Érase un vez un gato

que deseaba tener plumas de gato

como no había ocasión de poderlas tener

en la espera le creció cola de pez.

Se dijo para sí después de mirarla un rato:

«Que putada, ahora ni pez ni gato,

la que se va a liar

los habrá que digan que esto es por vivir con ansia de mar.»

La metamorfosis le pilló en una casa

donde los niños lo metieron en un jarrón transparente con asa.

GatoPez se acostumbró enseguida a su posición

aprendió a sentar su cola como si el cristal fuese un sillón.

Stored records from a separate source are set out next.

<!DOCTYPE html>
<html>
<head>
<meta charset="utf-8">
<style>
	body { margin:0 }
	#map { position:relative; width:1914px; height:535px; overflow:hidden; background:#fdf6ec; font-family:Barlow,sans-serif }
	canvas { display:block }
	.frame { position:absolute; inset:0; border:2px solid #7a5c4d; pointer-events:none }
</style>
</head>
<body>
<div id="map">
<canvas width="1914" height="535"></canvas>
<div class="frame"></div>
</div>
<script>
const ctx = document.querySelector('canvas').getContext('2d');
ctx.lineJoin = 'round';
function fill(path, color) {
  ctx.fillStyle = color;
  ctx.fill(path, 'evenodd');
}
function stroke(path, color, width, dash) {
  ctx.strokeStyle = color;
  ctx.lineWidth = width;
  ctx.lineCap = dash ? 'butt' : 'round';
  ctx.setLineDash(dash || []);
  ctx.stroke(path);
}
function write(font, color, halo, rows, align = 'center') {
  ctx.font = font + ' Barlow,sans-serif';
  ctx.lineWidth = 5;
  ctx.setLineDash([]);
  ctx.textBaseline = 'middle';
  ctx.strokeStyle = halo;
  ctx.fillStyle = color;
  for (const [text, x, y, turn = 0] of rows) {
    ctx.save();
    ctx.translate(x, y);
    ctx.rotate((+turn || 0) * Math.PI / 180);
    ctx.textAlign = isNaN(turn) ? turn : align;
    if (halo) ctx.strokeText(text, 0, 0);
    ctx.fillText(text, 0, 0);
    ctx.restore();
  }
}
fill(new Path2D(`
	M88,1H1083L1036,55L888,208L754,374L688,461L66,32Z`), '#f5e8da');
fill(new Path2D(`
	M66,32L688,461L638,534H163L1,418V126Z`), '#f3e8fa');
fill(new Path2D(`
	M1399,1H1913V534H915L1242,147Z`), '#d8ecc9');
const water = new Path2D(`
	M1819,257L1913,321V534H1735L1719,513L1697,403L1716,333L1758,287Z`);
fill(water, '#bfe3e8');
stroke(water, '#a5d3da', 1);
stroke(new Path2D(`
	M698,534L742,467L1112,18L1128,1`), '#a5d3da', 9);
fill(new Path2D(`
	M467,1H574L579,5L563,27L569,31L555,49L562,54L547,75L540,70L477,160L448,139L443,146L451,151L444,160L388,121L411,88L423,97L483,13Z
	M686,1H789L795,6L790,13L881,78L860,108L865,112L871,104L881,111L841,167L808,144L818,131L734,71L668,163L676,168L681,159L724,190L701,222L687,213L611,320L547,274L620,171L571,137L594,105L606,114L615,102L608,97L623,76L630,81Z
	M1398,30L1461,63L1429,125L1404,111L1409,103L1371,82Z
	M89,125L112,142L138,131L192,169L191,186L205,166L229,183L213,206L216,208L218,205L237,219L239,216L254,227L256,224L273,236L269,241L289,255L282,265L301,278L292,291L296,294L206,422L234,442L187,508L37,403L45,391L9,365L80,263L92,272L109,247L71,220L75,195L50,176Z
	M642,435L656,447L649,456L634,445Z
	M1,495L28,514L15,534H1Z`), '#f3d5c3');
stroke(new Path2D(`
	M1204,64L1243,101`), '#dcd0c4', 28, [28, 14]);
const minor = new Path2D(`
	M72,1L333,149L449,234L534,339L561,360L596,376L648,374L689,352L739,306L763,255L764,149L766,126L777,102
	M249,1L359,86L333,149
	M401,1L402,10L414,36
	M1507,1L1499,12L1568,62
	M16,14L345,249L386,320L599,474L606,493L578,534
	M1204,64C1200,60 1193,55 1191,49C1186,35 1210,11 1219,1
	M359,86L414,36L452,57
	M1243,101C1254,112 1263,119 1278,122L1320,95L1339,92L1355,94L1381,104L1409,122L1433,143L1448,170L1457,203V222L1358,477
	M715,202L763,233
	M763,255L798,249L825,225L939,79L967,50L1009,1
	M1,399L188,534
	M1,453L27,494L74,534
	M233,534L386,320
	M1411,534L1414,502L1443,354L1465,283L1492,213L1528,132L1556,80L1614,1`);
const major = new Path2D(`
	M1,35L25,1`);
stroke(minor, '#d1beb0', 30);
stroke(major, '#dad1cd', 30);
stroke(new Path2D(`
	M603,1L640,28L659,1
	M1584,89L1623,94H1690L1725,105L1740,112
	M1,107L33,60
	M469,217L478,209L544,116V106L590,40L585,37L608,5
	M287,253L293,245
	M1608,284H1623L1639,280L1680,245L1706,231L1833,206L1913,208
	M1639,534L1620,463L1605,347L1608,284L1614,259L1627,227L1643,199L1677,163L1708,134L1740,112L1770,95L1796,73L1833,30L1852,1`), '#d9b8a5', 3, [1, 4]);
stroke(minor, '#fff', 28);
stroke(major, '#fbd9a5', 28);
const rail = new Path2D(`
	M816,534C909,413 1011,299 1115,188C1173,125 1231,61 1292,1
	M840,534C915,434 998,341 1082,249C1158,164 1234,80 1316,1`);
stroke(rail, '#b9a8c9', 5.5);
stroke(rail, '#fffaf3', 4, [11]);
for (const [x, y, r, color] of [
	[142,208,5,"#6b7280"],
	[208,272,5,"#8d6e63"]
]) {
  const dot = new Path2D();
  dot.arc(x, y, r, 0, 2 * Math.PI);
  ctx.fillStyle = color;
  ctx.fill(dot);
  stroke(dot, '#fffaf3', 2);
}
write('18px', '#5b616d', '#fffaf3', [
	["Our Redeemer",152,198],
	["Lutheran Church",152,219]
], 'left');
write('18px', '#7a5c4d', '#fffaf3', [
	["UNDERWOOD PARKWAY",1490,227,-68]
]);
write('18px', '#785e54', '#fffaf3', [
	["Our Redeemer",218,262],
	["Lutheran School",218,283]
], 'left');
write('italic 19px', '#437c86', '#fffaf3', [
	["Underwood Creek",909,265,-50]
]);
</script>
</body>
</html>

Escuchó una historia corta de retorcida moraleja

que dos adultos ofrecían con el mismo contenido intelectual de una buena colleja.

«No puede ser, no lo entiendo

estas palabras me distraen de un verdadero conocimiento,

me siento imposible, incoherencia, un sin cuento.

Míralos, ellos ahí tan alegres

y yo sufriendo por no morderme estos extraños pinreles.»

GatoPez desenfocó su mirada ensimismado

atravesó las paredes del salón, la fachada del edificio, el cielo nublado

recorrió kilómetros y planos de realidad con atención distraída,

mundos, burbujas, quarks en libre caída.

Avanzó o retrocedió en ese imparable movimiento

que lo trajo por azar hasta mi apartamento

yo no me di cuenta con rapidez

de que estaba leyendo con los ojos de GatoPez

con placidez, nitidez y fluidez

pero también con idiotez, inmadurez y ridiculez

lo que de otro modo no pudiese haber acogido

si este ser paradójico no hubiese aparecido.

Subrayé lo leído con azul fluorescente

para no olvidar coser este guardapijamas inocente:

«TODO NOMBRE QUE DESIGNA UN OBJETO PUEDE CONVERTIRSE A SU VEZ EN OBJETO DE UN NUEVO NOMBRE QUE DESIGNE SU SENTIDO.»

Esto no es fin sino principio…

…sucederá lo siguiente en otra galaxia o en este mismo municipio.